Input data START

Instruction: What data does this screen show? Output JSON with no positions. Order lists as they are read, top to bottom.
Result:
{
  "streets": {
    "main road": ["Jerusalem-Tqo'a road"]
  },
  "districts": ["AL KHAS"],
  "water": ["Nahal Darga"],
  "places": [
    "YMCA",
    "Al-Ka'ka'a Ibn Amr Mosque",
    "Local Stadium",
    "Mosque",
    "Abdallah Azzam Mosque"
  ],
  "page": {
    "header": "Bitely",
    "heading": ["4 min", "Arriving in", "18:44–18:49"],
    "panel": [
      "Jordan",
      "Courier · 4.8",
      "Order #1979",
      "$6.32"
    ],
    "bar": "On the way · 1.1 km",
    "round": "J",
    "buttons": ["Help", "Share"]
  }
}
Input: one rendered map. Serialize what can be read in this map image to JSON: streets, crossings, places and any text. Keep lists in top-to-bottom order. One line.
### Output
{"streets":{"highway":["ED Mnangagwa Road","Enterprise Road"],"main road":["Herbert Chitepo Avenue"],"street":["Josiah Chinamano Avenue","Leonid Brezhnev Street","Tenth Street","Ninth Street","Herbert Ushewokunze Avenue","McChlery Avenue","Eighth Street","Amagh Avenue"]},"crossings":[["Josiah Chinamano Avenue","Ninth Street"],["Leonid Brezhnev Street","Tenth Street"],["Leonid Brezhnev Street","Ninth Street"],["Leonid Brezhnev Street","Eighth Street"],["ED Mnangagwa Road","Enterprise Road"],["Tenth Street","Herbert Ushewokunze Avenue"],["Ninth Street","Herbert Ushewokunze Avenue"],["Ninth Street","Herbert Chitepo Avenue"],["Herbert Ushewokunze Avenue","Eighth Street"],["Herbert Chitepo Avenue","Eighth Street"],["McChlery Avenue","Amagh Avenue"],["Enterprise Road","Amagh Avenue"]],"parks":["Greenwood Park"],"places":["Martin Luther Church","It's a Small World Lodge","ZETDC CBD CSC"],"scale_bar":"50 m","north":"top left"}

Input data END
Input data START

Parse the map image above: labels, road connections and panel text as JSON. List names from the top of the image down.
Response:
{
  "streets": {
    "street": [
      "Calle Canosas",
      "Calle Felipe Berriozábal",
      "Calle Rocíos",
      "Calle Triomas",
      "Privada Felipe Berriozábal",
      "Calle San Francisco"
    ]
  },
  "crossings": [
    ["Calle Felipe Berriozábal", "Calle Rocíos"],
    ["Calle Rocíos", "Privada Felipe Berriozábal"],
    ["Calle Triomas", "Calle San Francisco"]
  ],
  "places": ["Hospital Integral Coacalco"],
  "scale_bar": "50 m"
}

Input data END
Input data START

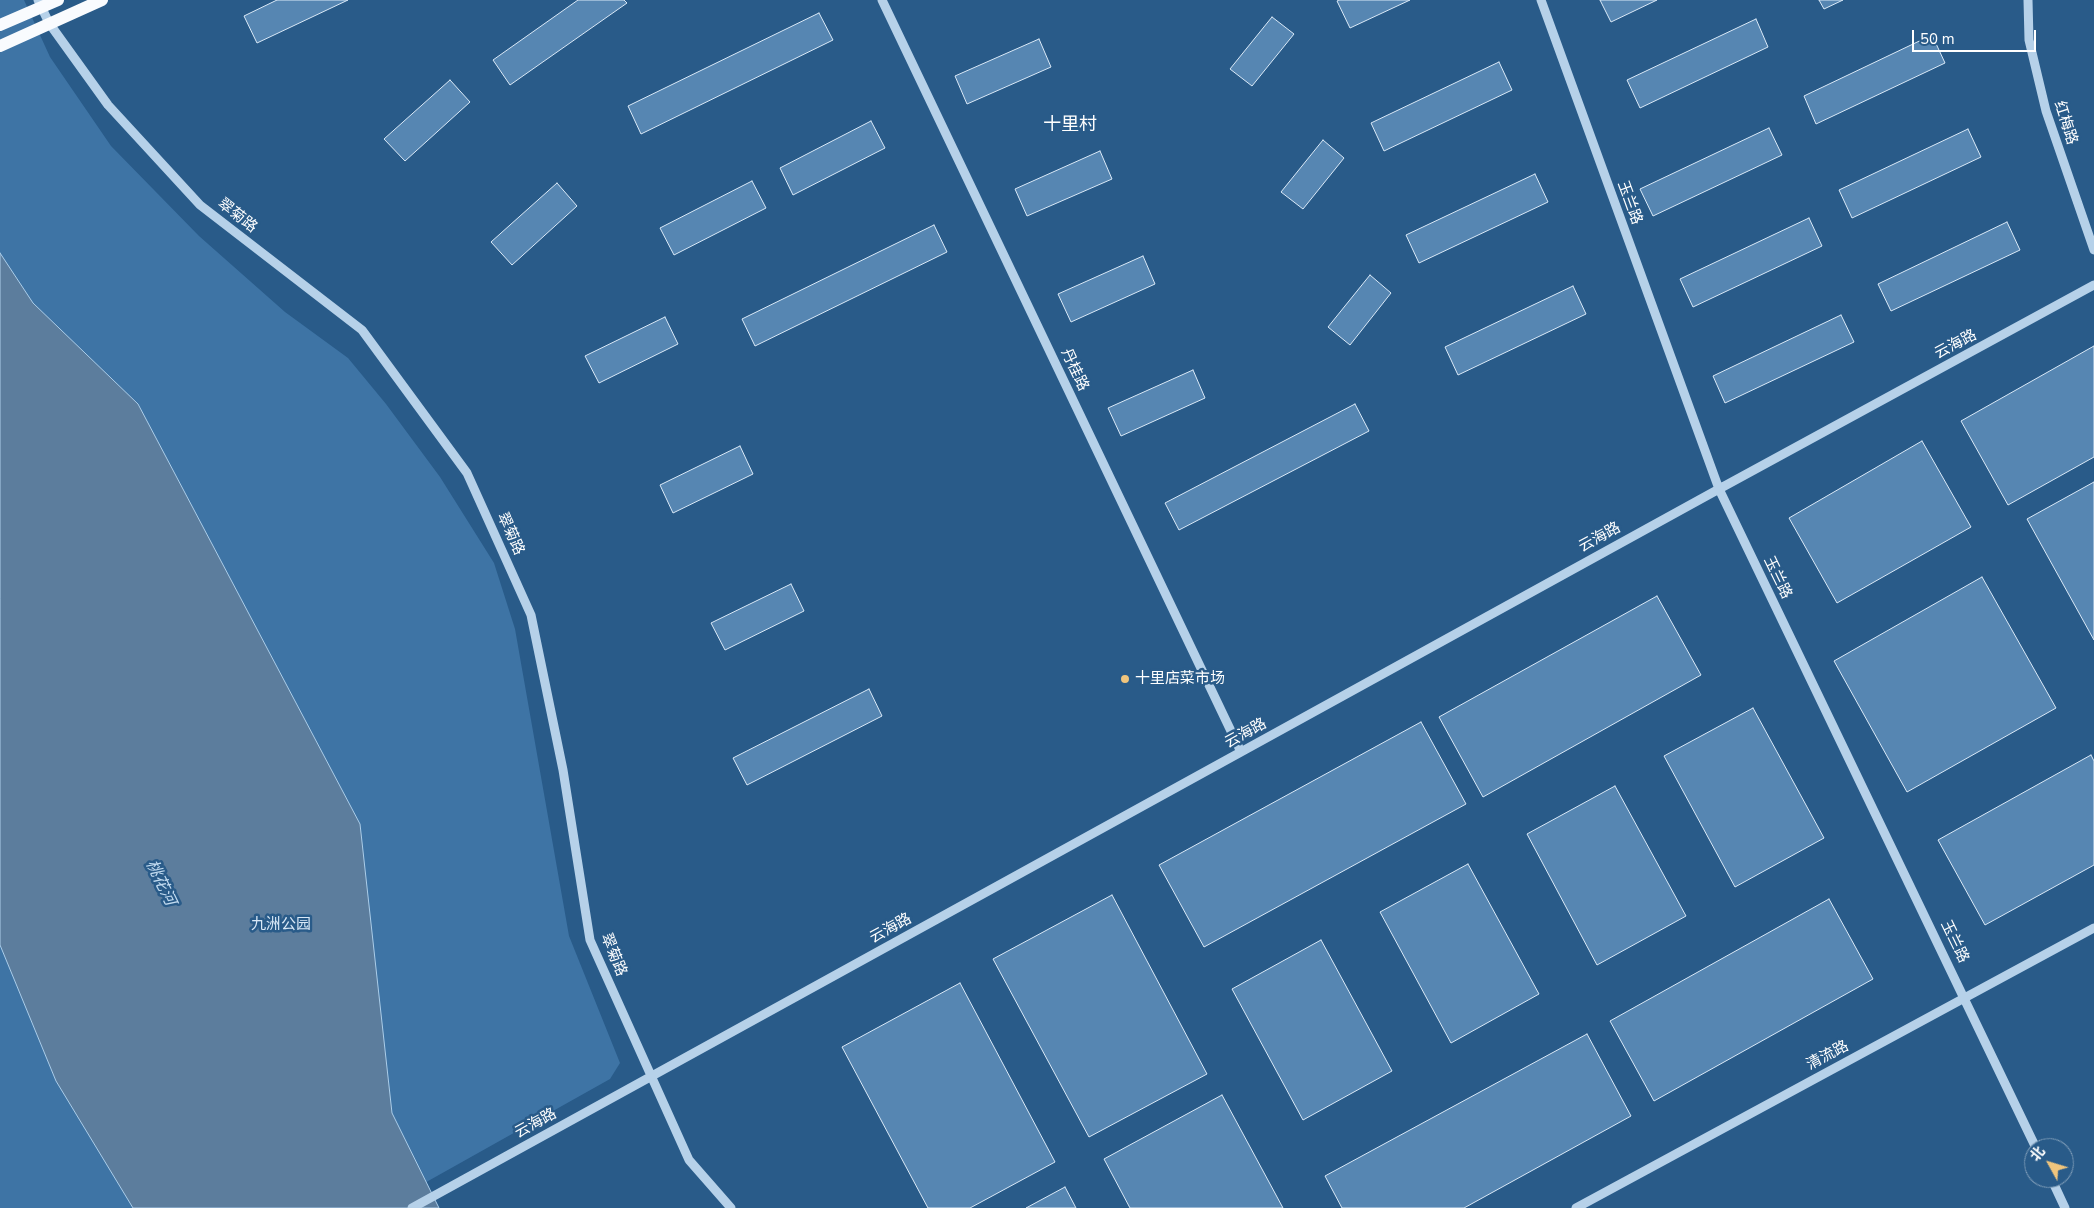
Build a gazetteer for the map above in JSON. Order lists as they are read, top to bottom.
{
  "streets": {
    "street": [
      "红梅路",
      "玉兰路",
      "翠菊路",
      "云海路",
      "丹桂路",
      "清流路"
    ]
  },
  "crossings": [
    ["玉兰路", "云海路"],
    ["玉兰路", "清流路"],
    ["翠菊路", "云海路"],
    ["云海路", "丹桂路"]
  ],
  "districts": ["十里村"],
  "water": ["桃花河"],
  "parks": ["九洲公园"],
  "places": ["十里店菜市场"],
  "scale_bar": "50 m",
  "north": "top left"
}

Input data END

Your task is to find each line in the entries that contains the string "image" and copy it.

(Answer for the task)
Input: one rendered map. Serialize what can be read in this map image to JSON: streets, crossings, places and any text. Keep lists in top-to-bottom order. One line.
Parse the map image above: labels, road connections and panel text as JSON. List names from the top of the image down.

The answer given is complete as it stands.